- [Dataset items]
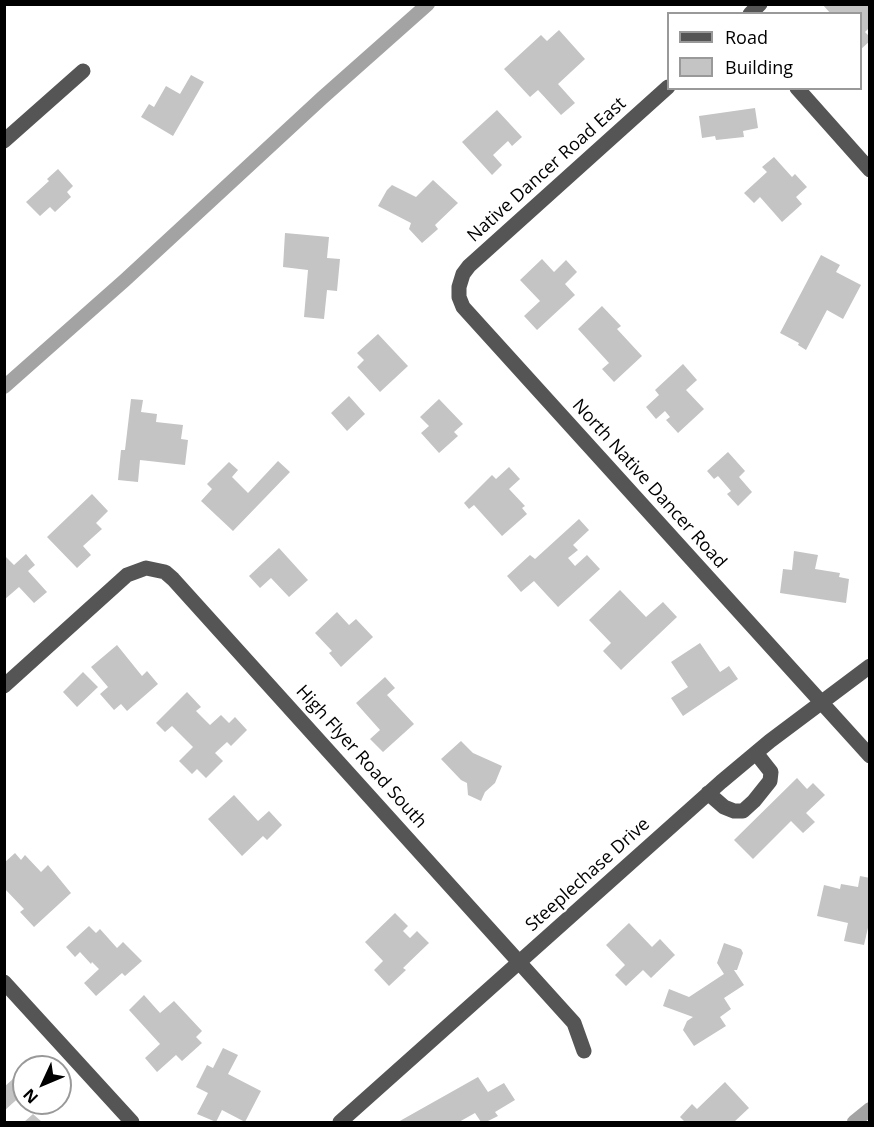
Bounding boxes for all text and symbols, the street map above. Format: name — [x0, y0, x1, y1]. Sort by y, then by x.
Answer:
legend — [667, 12, 862, 90]
text: Road — [725, 25, 768, 49]
text: Building — [725, 55, 793, 79]
street label: Native Dancer Road East — [463, 93, 631, 247]
street label: North Native Dancer Road — [567, 395, 731, 573]
street label: High Flyer Road South — [291, 681, 431, 833]
street label: Steeplechase Drive — [522, 814, 654, 936]
north arrow — [12, 1055, 72, 1115]
text: N — [18, 1084, 43, 1108]

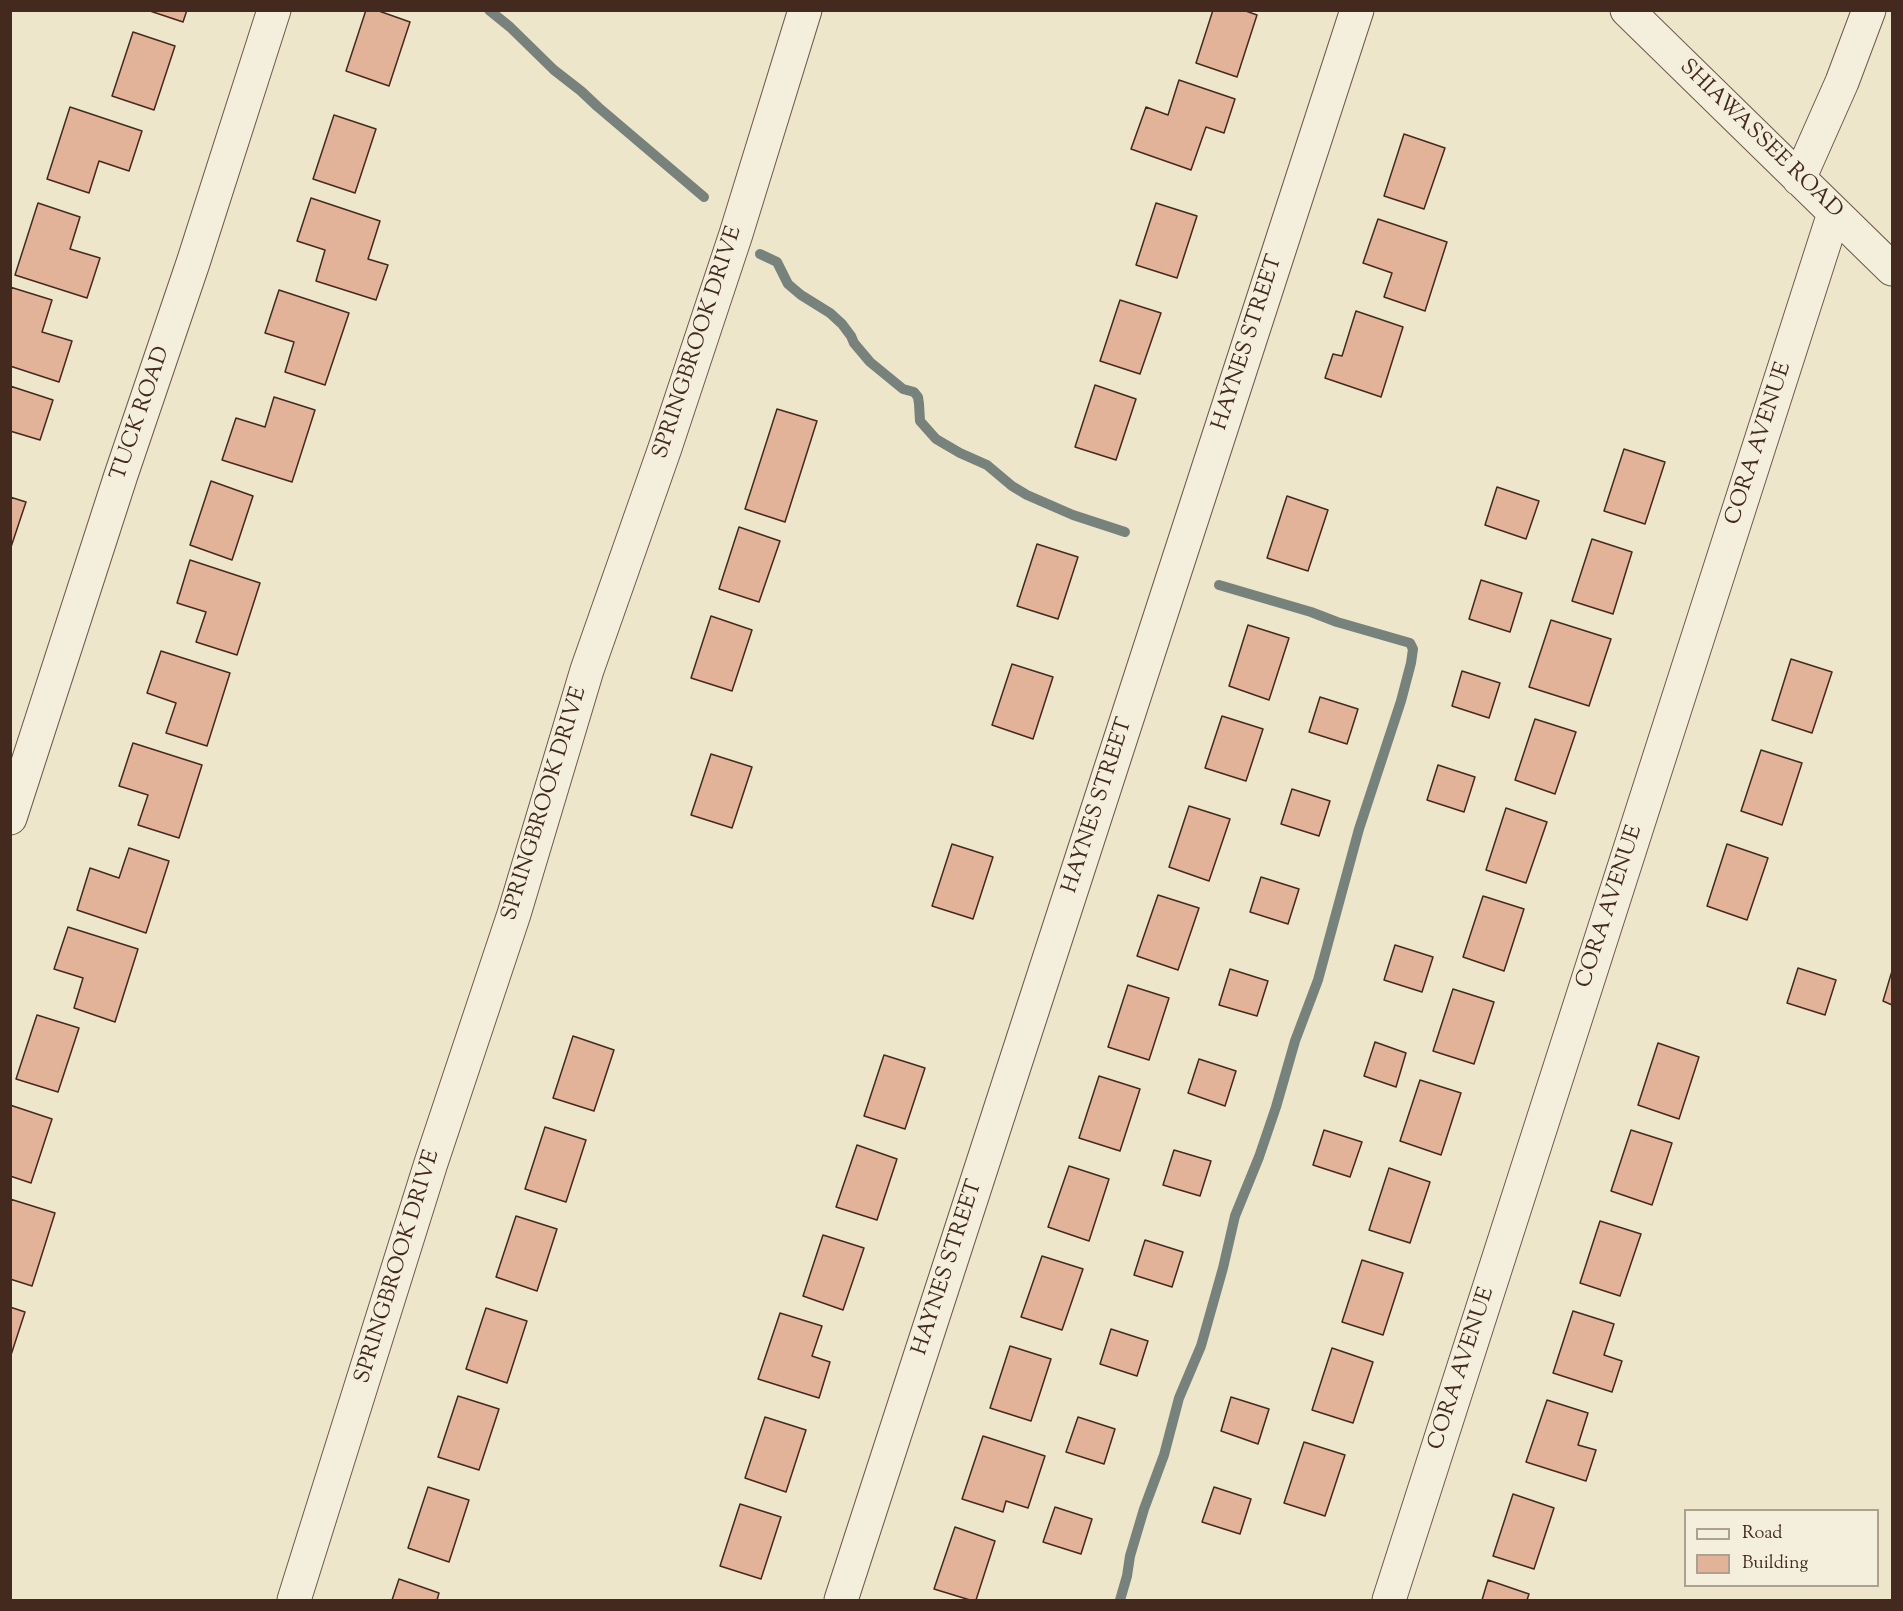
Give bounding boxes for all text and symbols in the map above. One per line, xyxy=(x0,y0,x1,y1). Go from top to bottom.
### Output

- [Task objective] What lines of the data include the word "boxes"? Copy each of them.

- [Problem solution]
Bounding boxes for all text and symbols, the street map above. Format: name — [x0, y0, x1, y1]. Sort by y, then by x.
Give bounding boxes for all text and symbols in the map above. One per line, xyxy=(x0,y0,x1,y1). Go from top to bottom.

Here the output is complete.